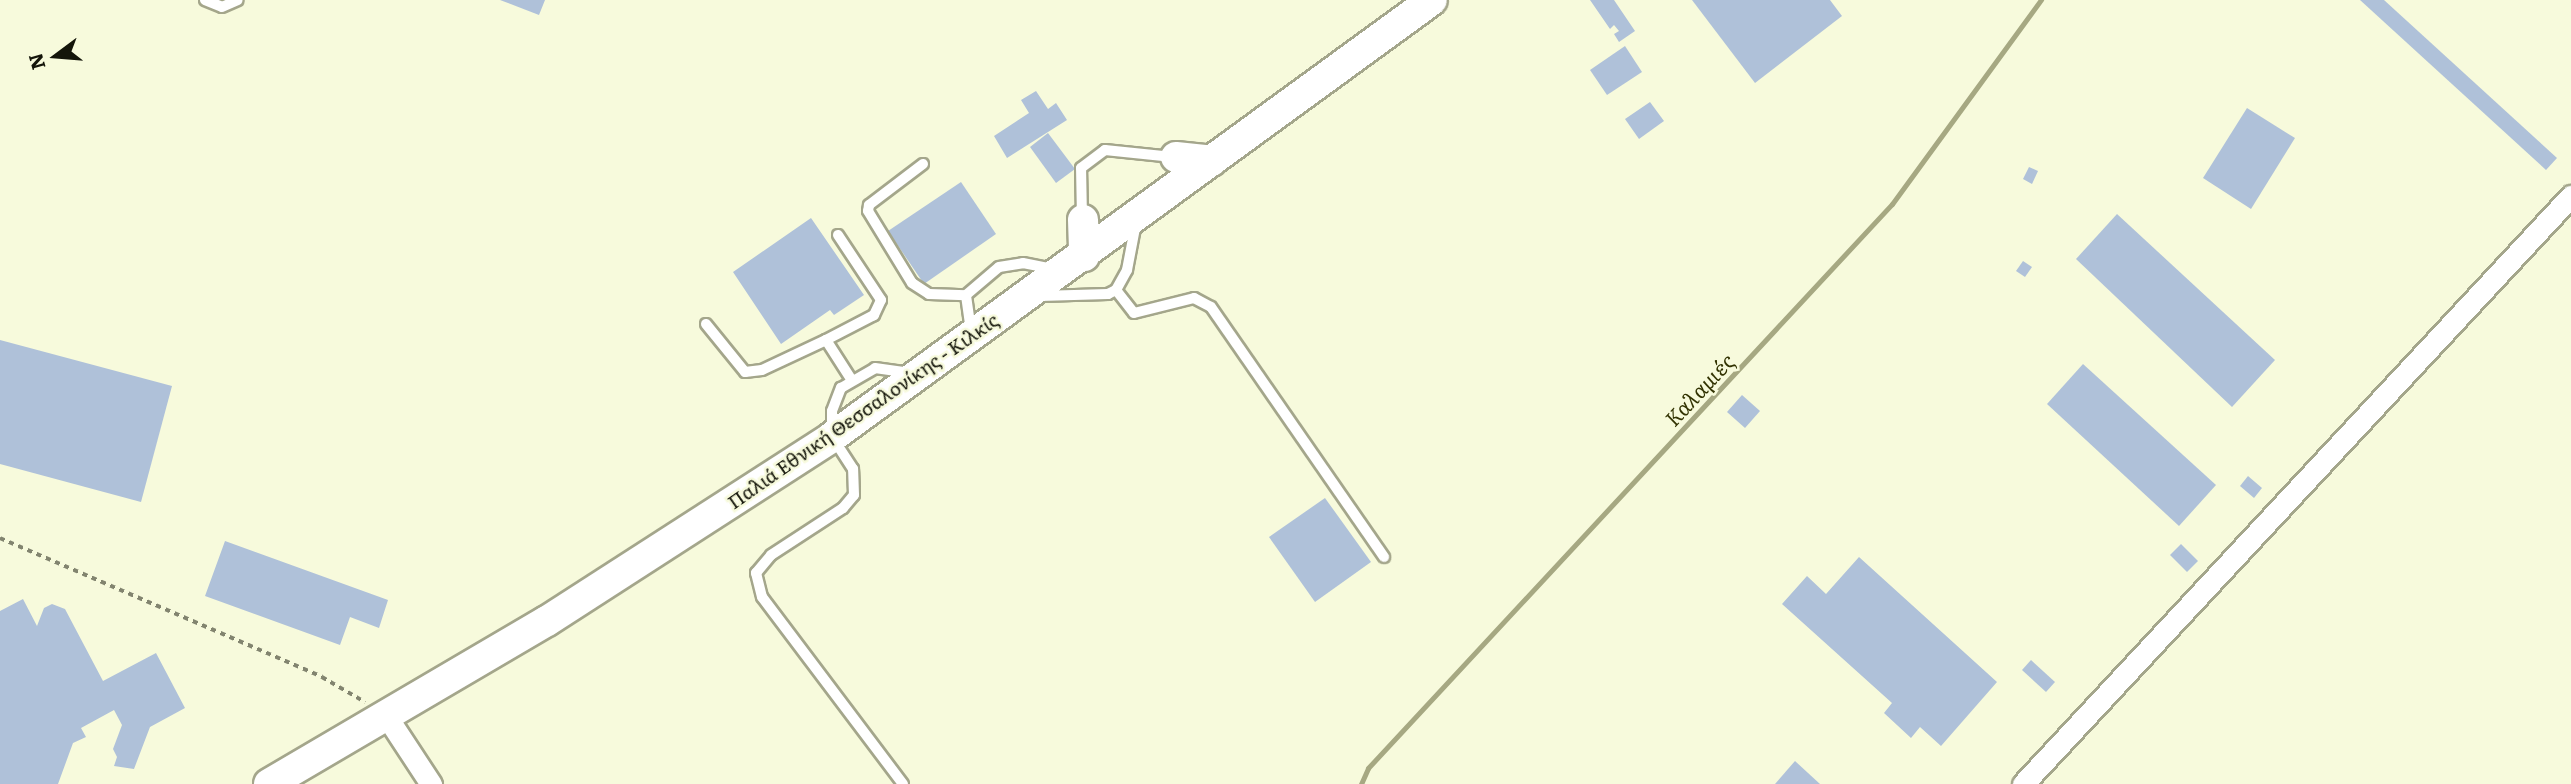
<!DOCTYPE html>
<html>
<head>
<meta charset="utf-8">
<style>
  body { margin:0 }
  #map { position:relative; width:2571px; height:784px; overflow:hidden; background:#f7fadc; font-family:Literata,serif }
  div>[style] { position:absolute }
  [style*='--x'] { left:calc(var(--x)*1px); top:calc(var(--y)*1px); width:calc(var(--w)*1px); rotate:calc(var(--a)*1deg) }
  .stream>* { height:5px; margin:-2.5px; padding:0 2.5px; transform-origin:2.5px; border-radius:2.5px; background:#a6a882 }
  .building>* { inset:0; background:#afc1d9 }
  .path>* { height:3.5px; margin-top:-1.75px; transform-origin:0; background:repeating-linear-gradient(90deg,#82846f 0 5px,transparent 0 10px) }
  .roads { filter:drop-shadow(2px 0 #a4a68b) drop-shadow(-2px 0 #a4a68b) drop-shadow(0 2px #a4a68b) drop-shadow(0 -2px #a4a68b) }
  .service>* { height:10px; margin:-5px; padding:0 5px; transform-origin:5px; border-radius:5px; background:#fff }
  .minor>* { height:21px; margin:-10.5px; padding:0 10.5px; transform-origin:10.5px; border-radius:10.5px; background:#fff }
  .secondary>* { height:30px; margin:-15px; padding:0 15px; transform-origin:15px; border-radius:15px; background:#fff }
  span { translate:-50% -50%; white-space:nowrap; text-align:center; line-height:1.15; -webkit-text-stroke:5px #f7fadc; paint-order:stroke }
  .street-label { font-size:19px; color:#14150a }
  .water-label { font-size:21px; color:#323302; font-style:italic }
  .north { position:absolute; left:21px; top:21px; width:70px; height:70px; -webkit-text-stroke:5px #f7fadc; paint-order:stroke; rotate:254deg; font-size:19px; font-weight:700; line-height:28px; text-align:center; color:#14150a }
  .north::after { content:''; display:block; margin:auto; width:24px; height:32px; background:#14150a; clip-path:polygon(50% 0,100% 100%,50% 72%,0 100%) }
</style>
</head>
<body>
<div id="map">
  <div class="stream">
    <div style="--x:1361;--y:784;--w:17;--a:-66"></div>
    <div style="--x:1368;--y:768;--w:770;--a:-47.11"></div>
    <div style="--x:1892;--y:204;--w:253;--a:-53.9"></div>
  </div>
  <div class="building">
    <div style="clip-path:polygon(500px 0,545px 0,539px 15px)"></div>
    <div style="clip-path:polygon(1590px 0,1614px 0,1635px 31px,1619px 42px,1614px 34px,1619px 31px,1614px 25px,1610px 29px)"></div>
    <div style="clip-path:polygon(1692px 0,1830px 0,1842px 16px,1755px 83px)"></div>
    <div style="clip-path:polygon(2360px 0,2384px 0,2557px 158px,2546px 170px)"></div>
    <div style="clip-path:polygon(1625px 46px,1642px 72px,1607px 95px,1590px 70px)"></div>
    <div style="clip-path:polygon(1036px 91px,1048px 109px,1056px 103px,1067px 120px,1007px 158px,994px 136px,1029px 113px,1021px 100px)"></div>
    <div style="clip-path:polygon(1650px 102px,1664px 121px,1639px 139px,1625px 119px)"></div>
    <div style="clip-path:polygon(2247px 108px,2295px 138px,2251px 209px,2203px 178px)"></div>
    <div style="clip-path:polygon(1048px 133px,1075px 169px,1056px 183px,1030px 147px)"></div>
    <div style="clip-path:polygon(2029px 167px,2038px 171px,2032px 184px,2023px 179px)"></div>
    <div style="clip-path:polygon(961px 182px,996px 234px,924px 284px,888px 231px)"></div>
    <div style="clip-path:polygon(2117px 214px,2275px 360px,2232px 407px,2076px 259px)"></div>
    <div style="clip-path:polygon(811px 218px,864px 295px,834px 315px,830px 310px,781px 344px,733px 272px)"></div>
    <div style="clip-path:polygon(2023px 261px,2032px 267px,2025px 277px,2016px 271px)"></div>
    <div style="clip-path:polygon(0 340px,172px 386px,141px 502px,0 464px)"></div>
    <div style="clip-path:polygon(2083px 364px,2216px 485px,2179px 526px,2047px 404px)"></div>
    <div style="clip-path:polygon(1742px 395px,1760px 411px,1745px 428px,1727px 412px)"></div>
    <div style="clip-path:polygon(2248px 476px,2262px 488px,2254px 498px,2240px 486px)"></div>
    <div style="clip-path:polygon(1325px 498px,1371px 562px,1315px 602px,1269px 537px)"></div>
    <div style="clip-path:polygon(225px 541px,388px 600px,379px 628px,350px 617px,340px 645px,205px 596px)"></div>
    <div style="clip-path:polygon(2181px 544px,2198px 561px,2187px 572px,2170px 555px)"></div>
    <div style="clip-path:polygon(1859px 557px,1997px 682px,1941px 746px,1920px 727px,1911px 738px,1884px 713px,1892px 703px,1782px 604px,1807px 576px,1826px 594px)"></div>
    <div style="clip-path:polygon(23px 599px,37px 626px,44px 608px,52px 604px,65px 609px,103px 681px,156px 653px,185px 708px,150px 727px,134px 769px,114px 766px,117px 757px,113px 749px,122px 725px,114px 710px,81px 728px,86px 737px,73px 743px,58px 784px,0 784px,0 611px)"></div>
    <div style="clip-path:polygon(2031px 660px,2055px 682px,2046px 692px,2022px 670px)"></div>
    <div style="clip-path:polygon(1795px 761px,1820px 784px,1775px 784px)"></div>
  </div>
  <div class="path">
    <div style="--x:0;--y:538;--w:351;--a:23.3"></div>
    <div style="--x:322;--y:677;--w:50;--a:30.2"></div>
  </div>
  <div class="roads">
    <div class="service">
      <div style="--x:205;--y:0;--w:18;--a:22"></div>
      <div style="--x:222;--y:7;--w:17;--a:-24"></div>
      <div style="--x:923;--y:164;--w:68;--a:142.8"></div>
      <div style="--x:869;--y:205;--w:6;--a:99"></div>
      <div style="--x:868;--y:211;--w:84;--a:58.6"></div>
      <div style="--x:912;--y:283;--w:20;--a:33"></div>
      <div style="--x:929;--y:294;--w:37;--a:2"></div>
      <div style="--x:1082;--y:218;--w:50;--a:-91.1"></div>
      <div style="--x:1081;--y:168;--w:30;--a:-37"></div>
      <div style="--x:1105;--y:150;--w:68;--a:5.9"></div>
      <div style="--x:838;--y:235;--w:78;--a:56.5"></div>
      <div style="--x:881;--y:300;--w:17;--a:115"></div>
      <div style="--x:874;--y:315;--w:54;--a:152.5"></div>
      <div style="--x:826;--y:340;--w:46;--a:57.3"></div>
      <div style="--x:1116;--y:290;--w:29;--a:52"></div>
      <div style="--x:1134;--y:313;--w:62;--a:-14"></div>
      <div style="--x:1194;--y:298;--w:19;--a:28"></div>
      <div style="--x:1211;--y:307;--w:304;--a:55.3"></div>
      <div style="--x:1040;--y:296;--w:68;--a:-1.7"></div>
      <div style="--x:1108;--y:294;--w:9;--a:-27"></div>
      <div style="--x:1116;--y:290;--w:23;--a:-61"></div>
      <div style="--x:1127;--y:270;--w:48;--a:-79.2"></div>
      <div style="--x:706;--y:324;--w:62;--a:50.9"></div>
      <div style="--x:745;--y:372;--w:17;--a:-7"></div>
      <div style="--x:762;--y:370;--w:71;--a:-25.1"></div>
      <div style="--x:971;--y:331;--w:36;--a:-98"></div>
      <div style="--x:966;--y:295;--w:43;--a:-40.3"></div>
      <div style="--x:999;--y:267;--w:24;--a:-9"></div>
      <div style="--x:1023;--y:263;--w:33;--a:11"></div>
      <div style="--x:903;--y:784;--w:234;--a:-127"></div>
      <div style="--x:762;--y:597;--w:25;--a:-104"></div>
      <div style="--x:756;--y:573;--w:23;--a:-50"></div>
      <div style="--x:771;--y:555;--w:86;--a:-33.1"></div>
      <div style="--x:843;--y:508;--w:17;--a:-50"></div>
      <div style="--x:854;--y:495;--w:26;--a:-92"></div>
      <div style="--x:853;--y:469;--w:38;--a:-123"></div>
      <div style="--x:832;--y:437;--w:26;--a:-90"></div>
      <div style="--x:832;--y:411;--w:25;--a:-69"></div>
      <div style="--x:841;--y:388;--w:39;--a:-30"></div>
      <div style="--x:875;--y:368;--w:36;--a:8"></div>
    </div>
    <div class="minor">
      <div style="--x:385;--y:714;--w:84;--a:56.7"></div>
      <div style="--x:2023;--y:784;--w:804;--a:-47.02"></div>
    </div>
    <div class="secondary">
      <div style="--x:1176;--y:157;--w:36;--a:6"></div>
      <div style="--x:1083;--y:220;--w:36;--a:88"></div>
      <div style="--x:269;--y:784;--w:322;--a:-30.4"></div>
      <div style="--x:547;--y:621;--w:339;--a:-32.8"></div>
      <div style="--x:832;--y:437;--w:742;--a:-36.07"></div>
    </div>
  </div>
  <div class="street-label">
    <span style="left:863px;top:411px;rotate:-35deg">Παλιά Εθνική Θεσσαλονίκης - Κιλκίς</span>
  </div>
  <div class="water-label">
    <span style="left:1699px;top:389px;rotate:-47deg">Καλαμιές</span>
  </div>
  <div class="north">N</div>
</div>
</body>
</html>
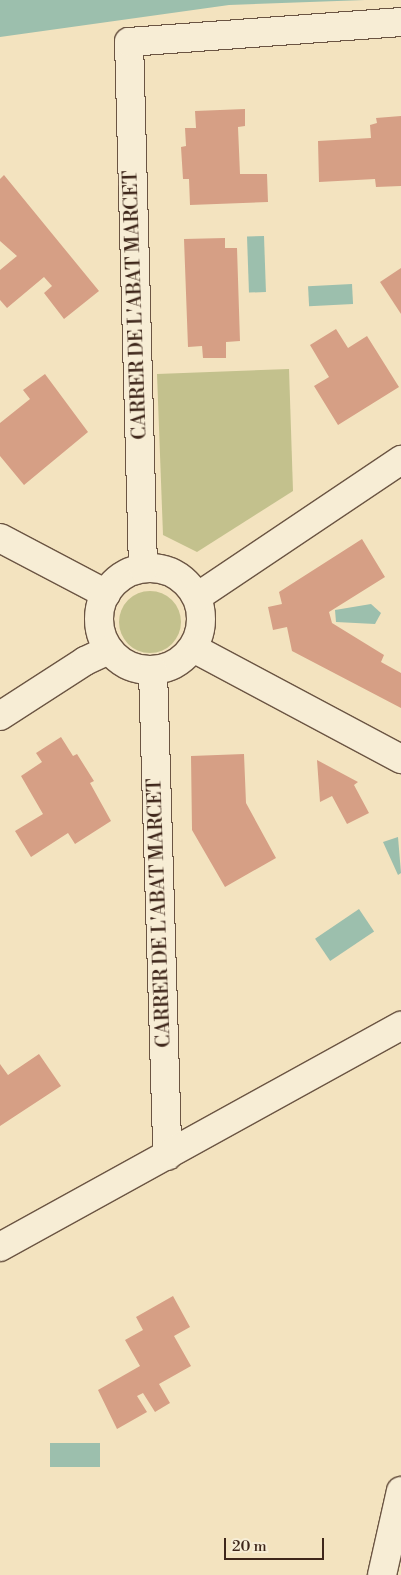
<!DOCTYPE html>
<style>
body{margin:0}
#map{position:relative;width:401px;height:1575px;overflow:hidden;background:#f3e3bf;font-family:"Libre Bodoni",serif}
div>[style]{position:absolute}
.green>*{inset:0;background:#c3c18d}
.round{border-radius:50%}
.water>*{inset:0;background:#9cbfad;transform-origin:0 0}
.building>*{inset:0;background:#d69f85}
.roads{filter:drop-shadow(1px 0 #6b5543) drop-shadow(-1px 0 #6b5543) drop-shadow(0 1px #6b5543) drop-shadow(0 -1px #6b5543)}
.minor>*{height:28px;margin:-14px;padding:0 14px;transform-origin:14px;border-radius:14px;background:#f7edd5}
.minor>.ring{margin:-14px;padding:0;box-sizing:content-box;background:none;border:28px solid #f7edd5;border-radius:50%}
.tertiary>*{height:28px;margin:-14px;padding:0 14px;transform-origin:14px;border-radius:14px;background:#f7edd5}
span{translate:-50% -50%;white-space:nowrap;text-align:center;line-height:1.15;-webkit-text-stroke:4.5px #f7edd5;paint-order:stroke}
.street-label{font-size:19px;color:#3e261a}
.scale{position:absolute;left:224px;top:1538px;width:100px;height:22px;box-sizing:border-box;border:2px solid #3e261a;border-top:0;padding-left:6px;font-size:15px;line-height:18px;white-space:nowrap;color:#3e261a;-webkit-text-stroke:4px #f7edd5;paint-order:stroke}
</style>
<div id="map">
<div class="green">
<i style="clip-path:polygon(289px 369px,293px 491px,197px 552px,163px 535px,157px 374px)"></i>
<i class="round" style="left:119px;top:591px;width:62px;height:62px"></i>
</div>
<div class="water">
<i style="clip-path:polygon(0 0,365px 0,229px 5px,0 37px)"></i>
<i style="left:264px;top:236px;width:56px;height:17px;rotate:88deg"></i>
<i style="left:352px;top:284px;width:20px;height:44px;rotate:87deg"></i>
<i style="clip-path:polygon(371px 604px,381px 613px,375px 624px,336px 622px,335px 610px)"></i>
<i style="clip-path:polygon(398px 837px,401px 873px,398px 875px,383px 842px)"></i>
<i style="left:359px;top:909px;width:27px;height:53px;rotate:56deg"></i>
<i style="left:50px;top:1443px;width:50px;height:24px"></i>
</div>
<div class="building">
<i style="clip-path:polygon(245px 109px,245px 126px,238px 127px,240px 174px,267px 174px,268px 202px,190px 205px,189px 179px,183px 179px,181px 147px,186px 146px,185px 128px,196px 128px,195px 111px)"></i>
<i style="clip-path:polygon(401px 116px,401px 186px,376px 187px,375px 179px,319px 182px,318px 141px,371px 138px,370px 125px,377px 123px,376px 118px)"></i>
<i style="clip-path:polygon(4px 175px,99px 291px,64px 319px,44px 293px,52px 286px,44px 277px,7px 308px,0 300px,0 270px,17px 256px,0 241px,0 179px)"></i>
<i style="clip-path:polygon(225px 238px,225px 248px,237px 248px,240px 341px,226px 342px,226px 358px,203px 358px,202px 346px,188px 347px,184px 239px)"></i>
<i style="clip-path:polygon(401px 268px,401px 314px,380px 282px)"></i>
<i style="clip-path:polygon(336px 329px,348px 348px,367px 336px,399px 387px,338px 425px,314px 386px,329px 377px,310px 345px)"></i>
<i style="clip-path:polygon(45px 374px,88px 432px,24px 485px,0 456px,0 423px,30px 399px,23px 390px)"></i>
<i style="clip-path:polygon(362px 539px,385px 577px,329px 612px,332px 623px,384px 655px,381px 662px,401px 673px,401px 708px,292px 651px,287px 627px,273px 630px,268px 607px,282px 604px,279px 592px)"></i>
<i style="clip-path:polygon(61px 737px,73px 756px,77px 754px,94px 781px,90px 783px,111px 821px,75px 844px,68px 833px,31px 857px,15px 831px,43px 814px,21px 776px,42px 762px,36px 753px)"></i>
<i style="clip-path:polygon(244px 754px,246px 803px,276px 858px,225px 887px,192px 830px,191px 756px)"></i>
<i style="clip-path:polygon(317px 760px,358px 782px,354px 785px,369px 813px,347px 824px,332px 796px,320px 802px)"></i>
<i style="clip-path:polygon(39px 1054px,61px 1086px,0 1126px,0 1064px,8px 1075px)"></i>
<i style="clip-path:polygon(173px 1296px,190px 1327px,174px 1336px,191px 1366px,159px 1384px,170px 1403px,155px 1412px,143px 1393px,137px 1396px,147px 1412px,117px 1429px,98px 1390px,140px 1366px,125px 1340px,143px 1330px,136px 1317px)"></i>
</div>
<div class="roads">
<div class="minor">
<i style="left:0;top:538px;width:120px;rotate:27.8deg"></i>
<i class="ring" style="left:99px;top:568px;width:74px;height:74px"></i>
<i style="left:143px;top:568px;width:526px;rotate:-91.52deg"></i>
<i style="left:129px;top:42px;width:273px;rotate:-4.2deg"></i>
<i style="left:197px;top:597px;width:246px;rotate:-33.9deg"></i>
<i style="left:193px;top:648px;width:236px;rotate:28.1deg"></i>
<i style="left:153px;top:671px;width:485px;rotate:88.3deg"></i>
<i style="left:0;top:716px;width:101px;rotate:-32.9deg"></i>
<i style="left:85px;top:661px;width:26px;rotate:-25deg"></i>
<i style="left:382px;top:1575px;width:86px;rotate:-77.3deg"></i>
</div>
<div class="tertiary">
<i style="left:0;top:1247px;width:458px;rotate:-28.9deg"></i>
</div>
</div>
<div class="street-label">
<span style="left:136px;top:305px;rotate:-92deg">CARRER DE L'ABAT MARCET</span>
<span style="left:160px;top:913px;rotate:-92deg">CARRER DE L'ABAT MARCET</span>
</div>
<div class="scale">20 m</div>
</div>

########################################

> **Directions for this task**
Filter the entries and keep only the lines holding "body".

> **Reply to the exercise**
  body { margin:0 }
<body>
</body>
body{margin:0}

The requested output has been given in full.